#### DATASET:
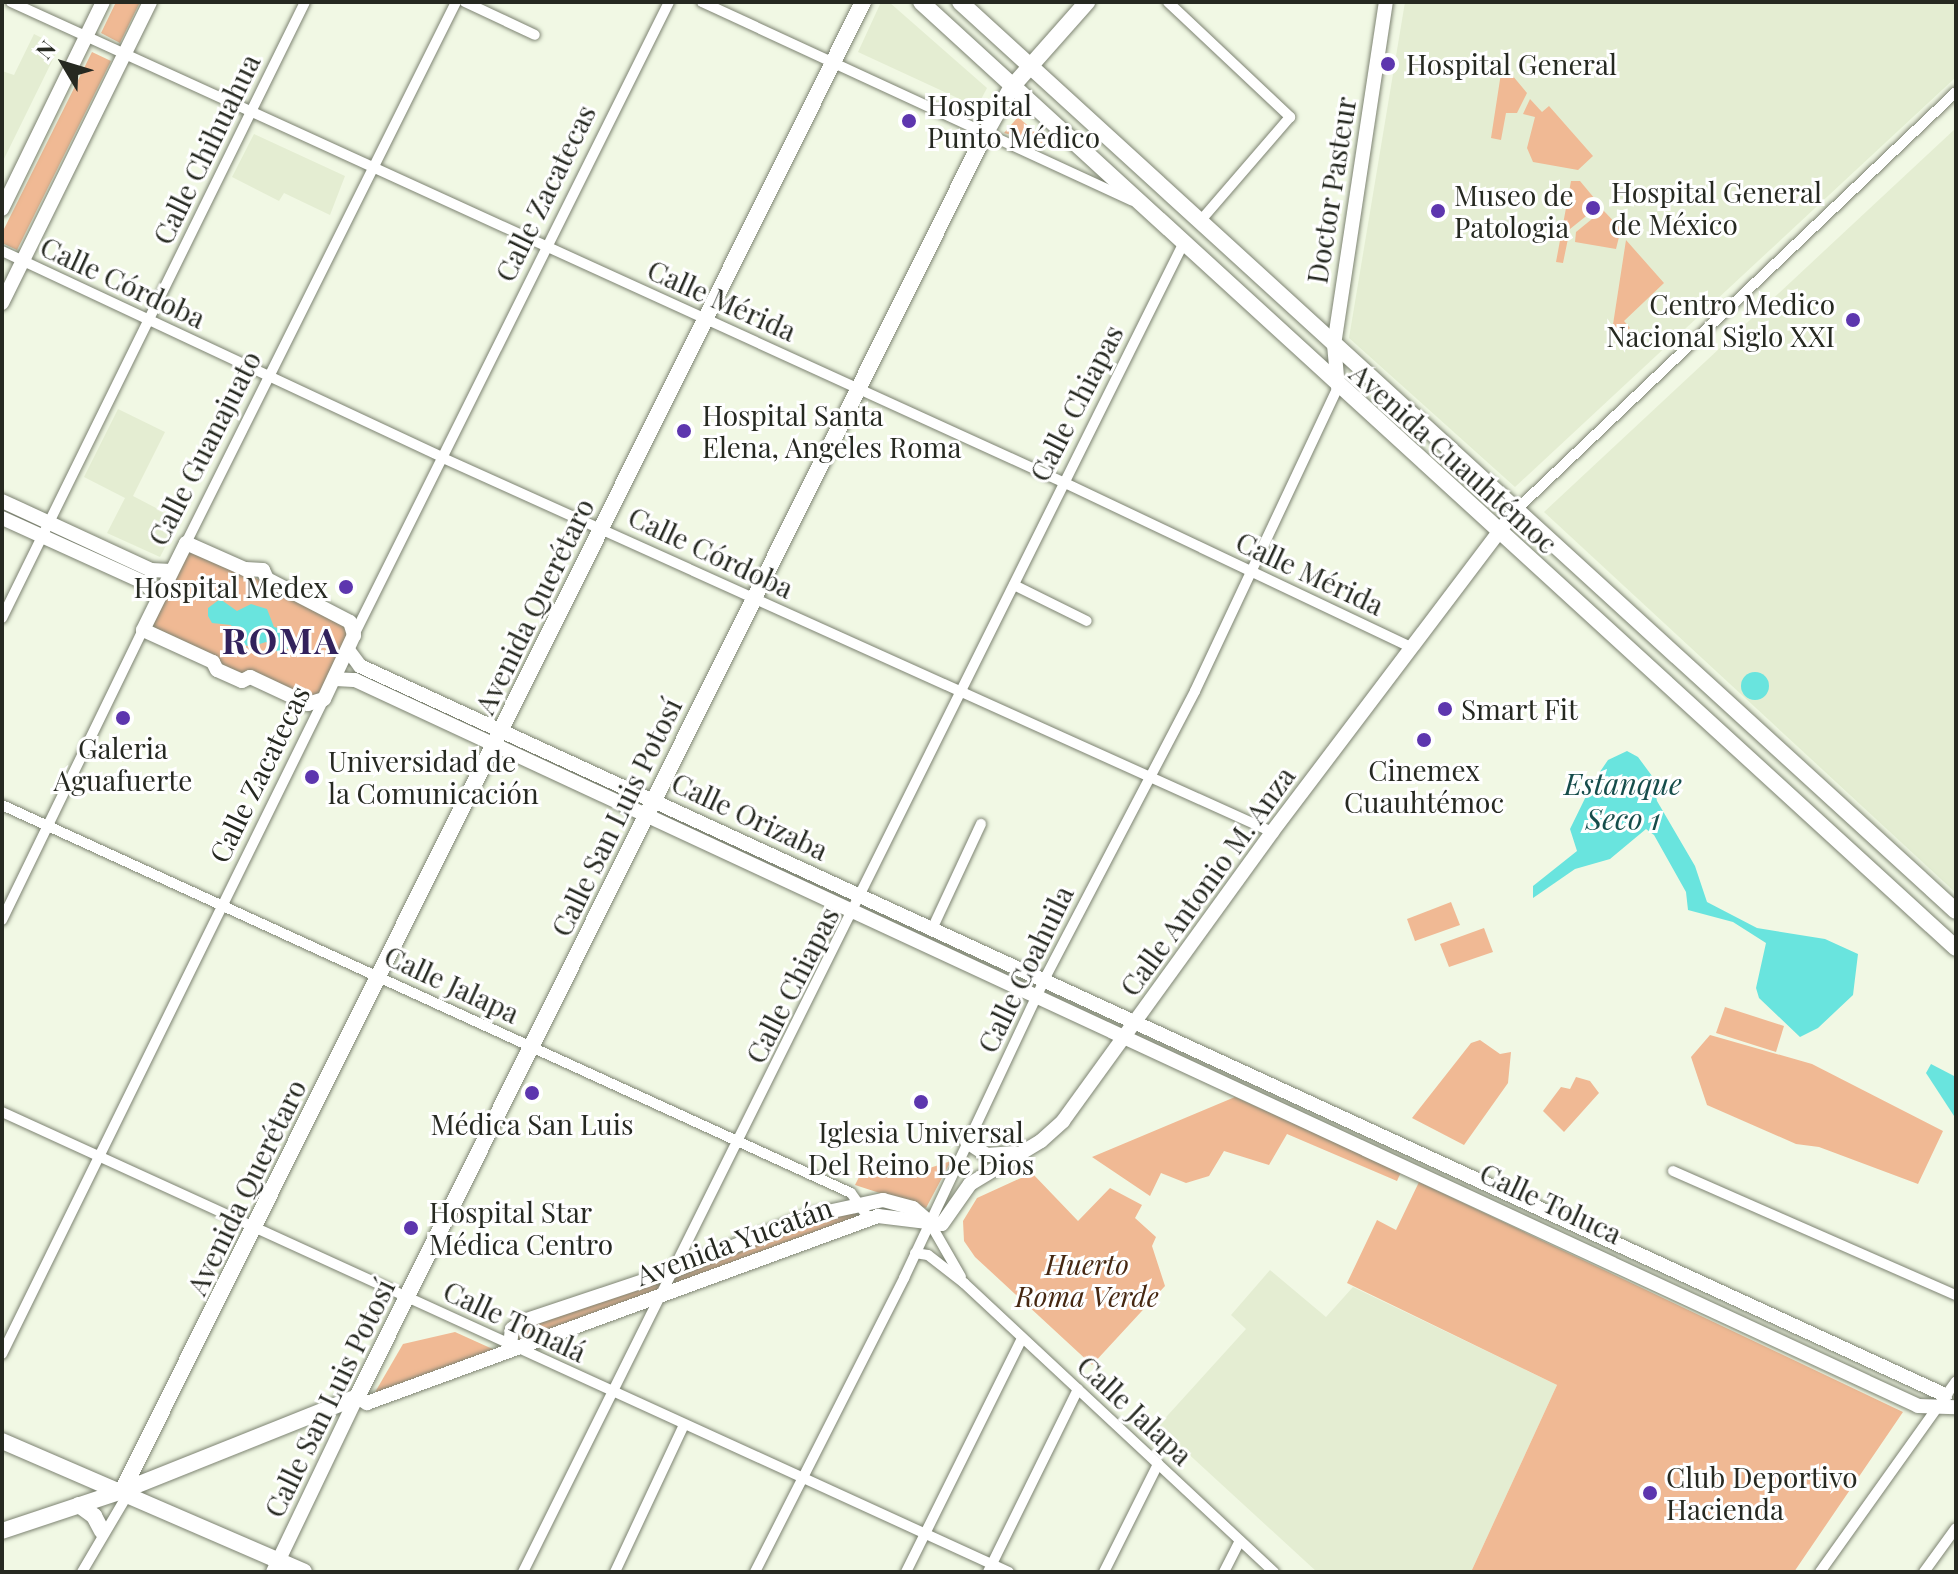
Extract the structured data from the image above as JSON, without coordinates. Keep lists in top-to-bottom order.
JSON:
{
  "streets": {
    "main road": [
      "Avenida Cuauhtémoc",
      "Avenida Querétaro",
      "Calle San Luis Potosí",
      "Avenida Yucatán"
    ],
    "street": [
      "Calle Chihuahua",
      "Doctor Pasteur",
      "Calle Zacatecas",
      "Calle Córdoba",
      "Calle Mérida",
      "Calle Chiapas",
      "Calle Guanajuato",
      "Calle Orizaba",
      "Calle Antonio M. Anza",
      "Calle Coahuila",
      "Calle Jalapa",
      "Calle Toluca",
      "Calle Tonalá"
    ]
  },
  "crossings": [
    ["Calle Chihuahua", "Calle Córdoba"],
    ["Calle Chihuahua", "Calle Mérida"],
    ["Doctor Pasteur", "Avenida Cuauhtémoc"],
    ["Doctor Pasteur", "Calle Coahuila"],
    ["Calle Zacatecas", "Calle Córdoba"],
    ["Calle Zacatecas", "Calle Mérida"],
    ["Calle Zacatecas", "Calle Orizaba"],
    ["Calle Zacatecas", "Calle Jalapa"],
    ["Calle Zacatecas", "Calle Tonalá"],
    ["Calle Córdoba", "Calle Chiapas"],
    ["Calle Córdoba", "Calle Guanajuato"],
    ["Calle Córdoba", "Avenida Querétaro"],
    ["Calle Córdoba", "Calle San Luis Potosí"],
    ["Calle Córdoba", "Calle Antonio M. Anza"],
    ["Calle Córdoba", "Calle Coahuila"],
    ["Calle Mérida", "Calle Chiapas"],
    ["Calle Mérida", "Calle Guanajuato"],
    ["Calle Mérida", "Avenida Querétaro"],
    ["Calle Mérida", "Calle San Luis Potosí"],
    ["Calle Mérida", "Calle Antonio M. Anza"],
    ["Calle Mérida", "Calle Coahuila"],
    ["Calle Chiapas", "Avenida Cuauhtémoc"],
    ["Calle Chiapas", "Calle Orizaba"],
    ["Calle Chiapas", "Calle Jalapa"],
    ["Calle Chiapas", "Avenida Yucatán"],
    ["Calle Chiapas", "Calle Tonalá"],
    ["Calle Guanajuato", "Calle Jalapa"],
    ["Avenida Cuauhtémoc", "Calle San Luis Potosí"],
    ["Avenida Cuauhtémoc", "Calle Antonio M. Anza"],
    ["Avenida Cuauhtémoc", "Calle Coahuila"],
    ["Avenida Querétaro", "Calle Orizaba"],
    ["Avenida Querétaro", "Calle Jalapa"],
    ["Avenida Querétaro", "Avenida Yucatán"],
    ["Avenida Querétaro", "Calle Tonalá"],
    ["Calle Orizaba", "Calle San Luis Potosí"],
    ["Calle Orizaba", "Calle Antonio M. Anza"],
    ["Calle Orizaba", "Calle Coahuila"],
    ["Calle Orizaba", "Calle Toluca"],
    ["Calle San Luis Potosí", "Calle Jalapa"],
    ["Calle San Luis Potosí", "Avenida Yucatán"],
    ["Calle San Luis Potosí", "Calle Tonalá"],
    ["Calle Antonio M. Anza", "Calle Coahuila"],
    ["Calle Antonio M. Anza", "Calle Jalapa"],
    ["Calle Antonio M. Anza", "Calle Toluca"],
    ["Calle Antonio M. Anza", "Avenida Yucatán"],
    ["Calle Coahuila", "Calle Jalapa"],
    ["Calle Coahuila", "Avenida Yucatán"],
    ["Calle Coahuila", "Calle Tonalá"],
    ["Calle Jalapa", "Avenida Yucatán"],
    ["Avenida Yucatán", "Calle Tonalá"]
  ],
  "districts": ["ROMA"],
  "water": ["Estanque Seco 1"],
  "parks": ["Huerto Roma Verde"],
  "places": [
    "Hospital General",
    "Hospital Punto Médico",
    "Hospital General de México",
    "Museo de Patologia",
    "Centro Medico Nacional Siglo XXI",
    "Hospital Santa Elena, Angeles Roma",
    "Hospital Medex",
    "Smart Fit",
    "Galeria Aguafuerte",
    "Cinemex Cuauhtémoc",
    "Universidad de la Comunicación",
    "Médica San Luis",
    "Iglesia Universal Del Reino De Dios",
    "Hospital Star Médica Centro",
    "Club Deportivo Hacienda"
  ],
  "north": "top left"
}
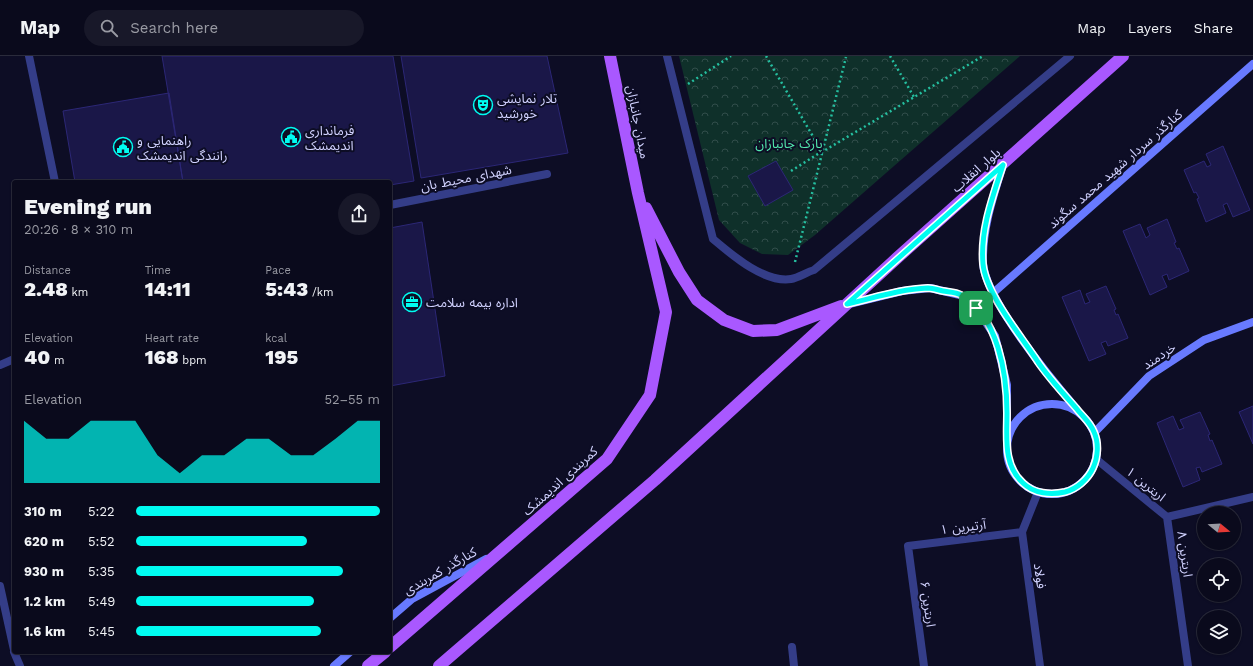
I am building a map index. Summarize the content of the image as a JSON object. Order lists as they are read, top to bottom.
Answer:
{
  "streets": {
    "main road": ["میدان جانبازان", "بلوار انقلاب", "کمربندی اندیمشک"],
    "street": [
      "کنارگذر سردار شهید محمد سگوند",
      "شهدای محیط بان",
      "خردمند",
      "اریترین ۱",
      "آرتیرین ۱",
      "اریترین ۸",
      "کنارگذر کمربندی",
      "فولاد",
      "اریترین ۶"
    ]
  },
  "crossings": [
    ["میدان جانبازان", "کمربندی اندیمشک"],
    ["خردمند", "اریترین ۱"],
    ["خردمند", "فولاد"],
    ["کمربندی اندیمشک", "کنارگذر کمربندی"],
    ["اریترین ۱", "اریترین ۸"],
    ["اریترین ۱", "فولاد"],
    ["آرتیرین ۱", "فولاد"],
    ["آرتیرین ۱", "اریترین ۶"]
  ],
  "parks": ["پارک جانبازان"],
  "places": {
    "theatre": ["تلار نمایشی خورشید"],
    "public building": ["فرمانداری اندیمشک", "راهنمایی و رانندگی اندیمشک"],
    "office": ["اداره بیمه سلامت"]
  },
  "north": "right",
  "page": {
    "header": "Map",
    "search": "Search here",
    "nav": ["Map", "Layers", "Share"],
    "heading": ["Evening run", "20:26 · 8 × 310 m"],
    "stats": [
      ["Distance", "2.48 km"],
      ["Time", "14:11"],
      ["Pace", "5:43 /km"],
      ["Elevation", "40 m"],
      ["Heart rate", "168 bpm"],
      ["kcal", "195"]
    ],
    "chart": ["Elevation", "52–55 m"],
    "list": [
      {
        "name": "310 m",
        "note": "5:22"
      },
      {
        "name": "620 m",
        "note": "5:52"
      },
      {
        "name": "930 m",
        "note": "5:35"
      },
      {
        "name": "1.2 km",
        "note": "5:49"
      },
      {
        "name": "1.6 km",
        "note": "5:45"
      }
    ]
  }
}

#### ASSIGNMENT:
Which of the lines in the material carry the string "میدان"? Pull them out.

#### ANSWER AREA:
    "main road": ["میدان جانبازان", "بلوار انقلاب", "کمربندی اندیمشک"],
    ["میدان جانبازان", "کمربندی اندیمشک"],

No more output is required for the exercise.